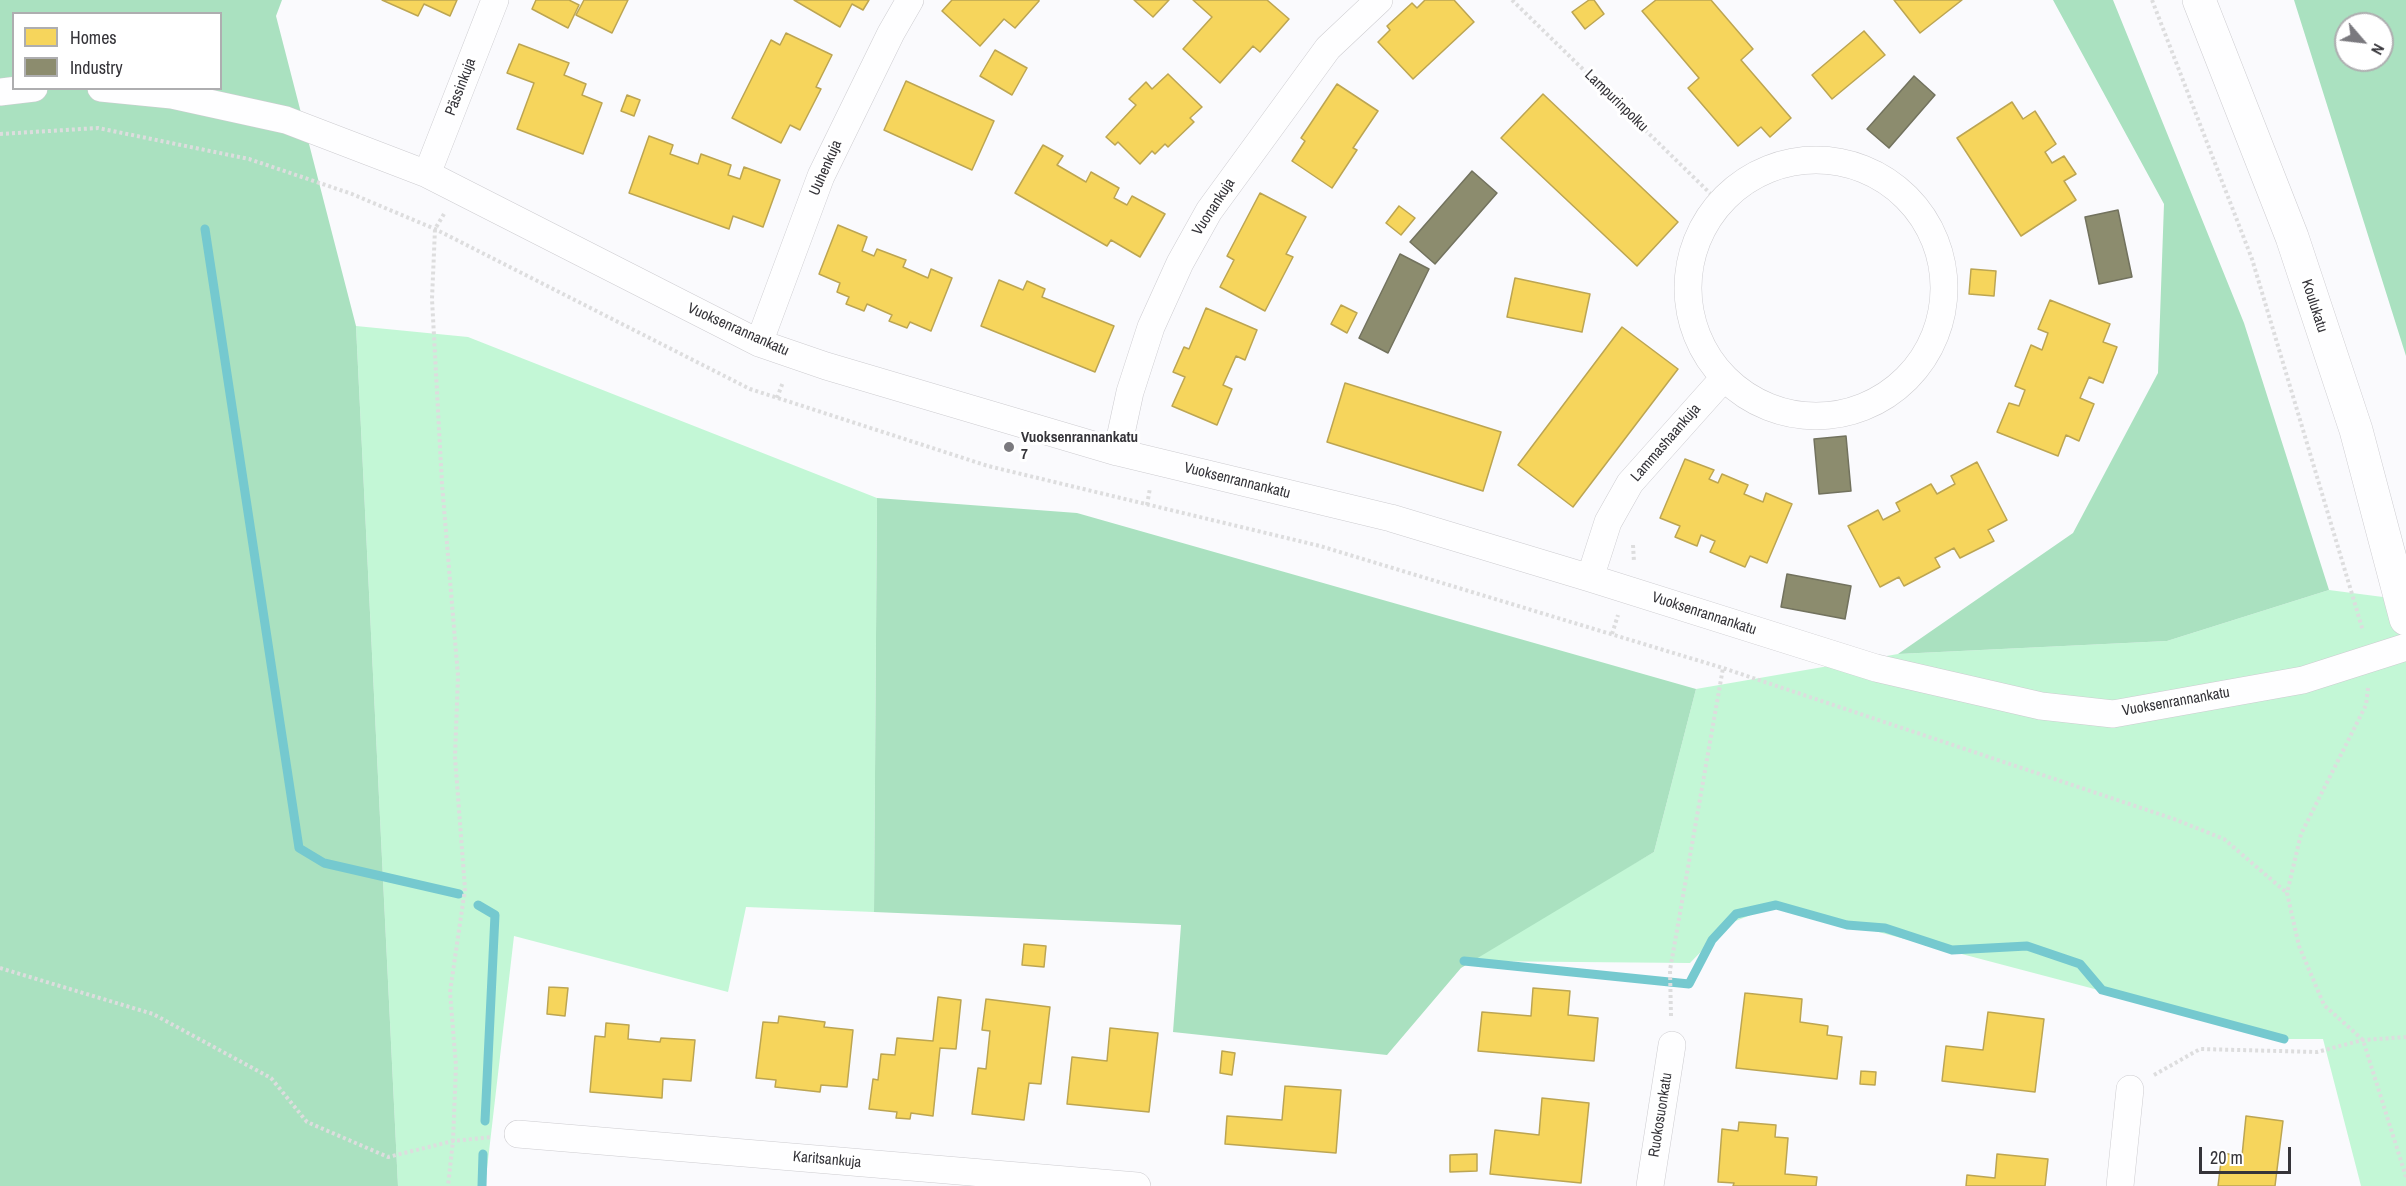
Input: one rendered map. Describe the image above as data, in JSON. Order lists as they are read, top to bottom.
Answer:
{
  "streets": {
    "street": [
      "Pässinkuja",
      "Uuhenkuja",
      "Vuonankuja",
      "Koulukatu",
      "Vuoksenrannankatu",
      "Lammashaankuja",
      "Ruokosuonkatu",
      "Karitsankuja"
    ],
    "path": ["Lampurinpolku"]
  },
  "crossings": [
    ["Pässinkuja", "Vuoksenrannankatu"],
    ["Uuhenkuja", "Vuoksenrannankatu"],
    ["Vuonankuja", "Vuoksenrannankatu"],
    ["Vuoksenrannankatu", "Lammashaankuja"]
  ],
  "places": ["Vuoksenrannankatu 7"],
  "legend": ["Homes", "Industry"],
  "scale_bar": "20 m",
  "north": "bottom right"
}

→ **Assigned task**:
All entries must come back exactly as written, though without their pictures.

→ **Response for this exercise**:
Input: one rendered map. Describe the image above as data, in JSON. Order lists as they are read, top to bottom.
Answer:
{
  "streets": {
    "street": [
      "Pässinkuja",
      "Uuhenkuja",
      "Vuonankuja",
      "Koulukatu",
      "Vuoksenrannankatu",
      "Lammashaankuja",
      "Ruokosuonkatu",
      "Karitsankuja"
    ],
    "path": ["Lampurinpolku"]
  },
  "crossings": [
    ["Pässinkuja", "Vuoksenrannankatu"],
    ["Uuhenkuja", "Vuoksenrannankatu"],
    ["Vuonankuja", "Vuoksenrannankatu"],
    ["Vuoksenrannankatu", "Lammashaankuja"]
  ],
  "places": ["Vuoksenrannankatu 7"],
  "legend": ["Homes", "Industry"],
  "scale_bar": "20 m",
  "north": "bottom right"
}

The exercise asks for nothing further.